The second network is the 32 local anti-corruption systems (32 Sistemas Locales Anticorrupción), meant to create a forum and a mechanism for the exchange of information between the Special Prosecutor for Combatting Corruption and state anti-corruption prosecutors.

Secretaría de la Función Pública (Ministry of Public Administration)

In 1982, President Miguel de la Madrid created the general comptroller’s office, which in 2003, under Vicente Fox, became the Ministry of Public Administration (Secretaría de la Función Pública, SFP) and has since served as the top anti-corruption body of the executive branch. The SFP remains under the control of the presidency, thus determining its authorities, composition and budget, though since the passage of the Organic Law for the Federal Public Administration (Ley Orgánica de la Adminstración Pública Federal), appointees must be approved by the senate.

The SFP is the federal entity responsible for “developing and overseeing policies, standards and tools on internal control, including risk management and internal audit functions in the federal administration” (OECD 2017c). The SFP operates through specialised units charged with “preventing, detecting, sanctioning and eradicating corrupt practices within a public entity” (Secretaría de la Función Pública 2019; Nava Campos 2018).

The scope of the SFP’s competencies range from public employment and resource management to public procurement and enforcing the internal administrative disciplinary regime. The SNA further added competencies to the SFP, including the implementation of codes of conduct and managing the asset and interest declaration regime.

The SNA strategically integrates the SFP into both the transparency and the oversight subsystems: on the one hand, it develops and relays vital information related to the public administration to transparency and information sharing entities, while also applying transparency policies within the federal bureaucracy; meanwhile, it also plays a key role in relaying serious administrative misdemeanours and suspected cases of corruption to the TSJA, and applies its own sanctions for less serious administrative faults.

The efficacy of the SFP to fight corruption has been criticised by some scholars. Larreguy et al. (2014) notes that between December 2006 and July 2012, the Ministry of Public Function only recovered US$2 million through fines, sanctioned 9,000 public employees for serious misdemeanours, and incarcerated 100 officials. In 2017, the head of the SFP decided to absolve Peña Nieto and his family from all fault in the Casa Blanca case, calling into question de effectiveness of the institution to act against the president (Cortez-Morales 2017)

Fiscalía Especializada en Combate a la Corrupción (Special Prosecutor's Office for Combating Corruption)

The Organic Law of the Attorney General’s Office (Ley Orgánica de la Procuraduría General de la República) creates the position of a specialised anti-corruption prosecutor within the independent National Prosecutor’s Office to deal specifically with corruption crimes categorised in the federal penal code. The law further requires all states to have a similar prosecutor for corruption crimes.
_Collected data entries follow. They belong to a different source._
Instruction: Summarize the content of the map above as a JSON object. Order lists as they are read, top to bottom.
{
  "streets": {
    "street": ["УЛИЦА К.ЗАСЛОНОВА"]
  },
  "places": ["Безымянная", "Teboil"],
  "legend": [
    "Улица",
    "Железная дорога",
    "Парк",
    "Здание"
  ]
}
The goal of the special prosecutor is, first, to approach corruption from a specialised, technical standpoint, applying knowledge and technical expertise developed through the SNA to cases of corruption that required a nuance not found in regular prosecutor’s office (González 2018). It conducts investigations and provides technical assistance to ongoing corruption investigations by general prosecutors. Second, the special prosecutor is meant to reduce political influence over investigations into government malfeasance.
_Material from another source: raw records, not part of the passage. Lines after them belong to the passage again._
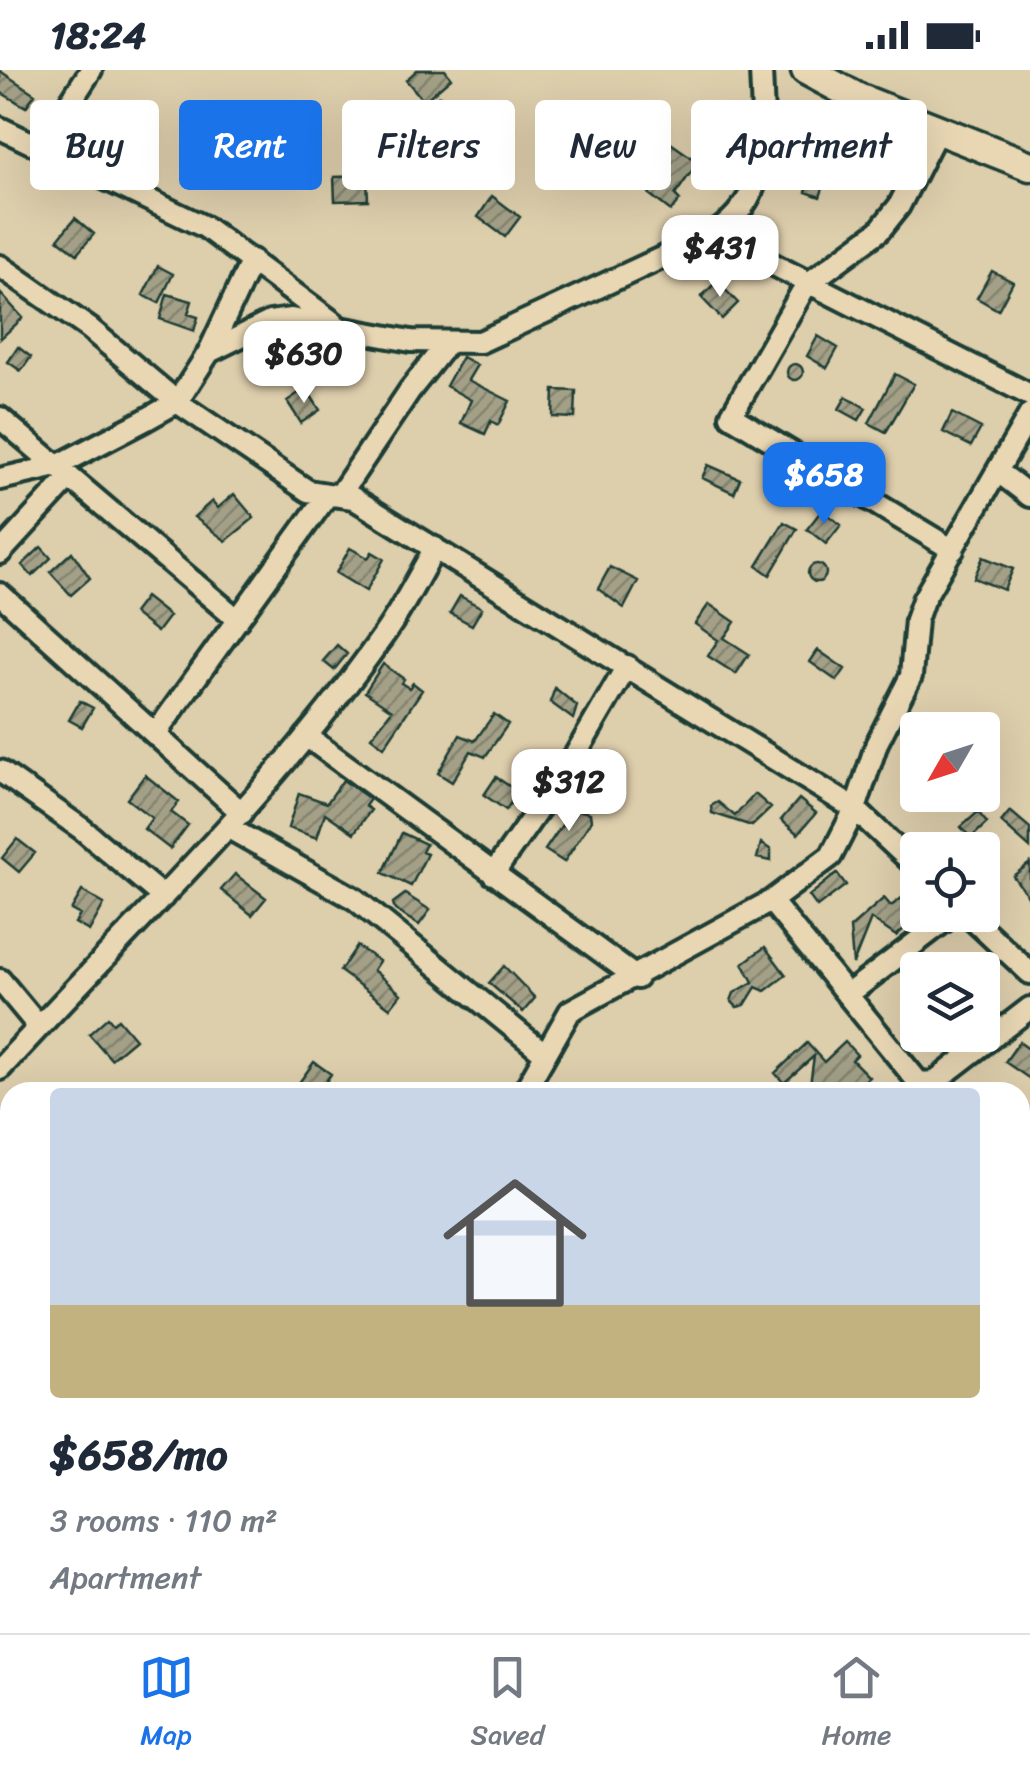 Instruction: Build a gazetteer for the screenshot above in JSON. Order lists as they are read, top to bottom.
{
  "north": "bottom left",
  "page": {
    "status": "18:24",
    "chip": [
      "Buy",
      "Rent",
      "Filters",
      "New",
      "Apartment"
    ],
    "price": [
      "$431",
      "$630",
      "$658",
      "$312"
    ],
    "list": [
      {
        "name": "$658/mo",
        "note": "3 rooms · 110 m² · Apartment"
      }
    ],
    "tabs": ["Map", "Saved", "Home"]
  }
}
Specialised prosecutors are selected by congress and state legislatures for their respective jurisdictions (OECD 2017c). The office has administrative autonomy, yet is dependent on National Prosecutor’s Office for its budget. While the National Prosecutor’s Office has constitutional guarantees regarding its independence and budget, and has special legal and patrimonial status, the special office’s budgetary dependence is a potential concern. For example, in 2015, the National Prosecutor’s Office spent three times more on “social communication” than on the special office for corruption crimes (González 2018).

The first special prosecutor was chosen in early 2019 and began to operate shortly after, albeit with notable backlog of two years of inaction (Hinojosa and Meyer 2019)

Tribunal Federal de Justicia Administrativa (Federal Court of Administrative Justice, TFJA)

The TFJA is responsible for hearing cases related to serious breaches of the law of administrative responsibilities by public officials and private persons, determined by either the Ministry of Public Administration or the ASF. The court is also responsible for determining the appropriate sanctions and remedies for acts of corruption and serious administrative faults that incur additional cost to the state or affect state patrimony (González 2018).

Despite being an autonomous body, the court is not fully independent from the executive since the president determines the human, financial and material resources allocated (González 2018)

Auditoría Superior de la Federación (supreme audit institution)

The superior audit institution (ASF) is the specialised technical body of the lower chamber of congress with the authority to oversee the use of federal public resources in the three branches of government, the autonomous bodies, the federal states and municipalities. The ASF responds to the Commission of Vigilance of the ASF (Comisión de Vigilancia de la ASF) within the chamber of deputies; it oversees ASF activities and issues specific audit tasks based on congressional requests. The commission has a special unit of evaluation and control that guarantees the quality of fiscal documents (Escudero 2018).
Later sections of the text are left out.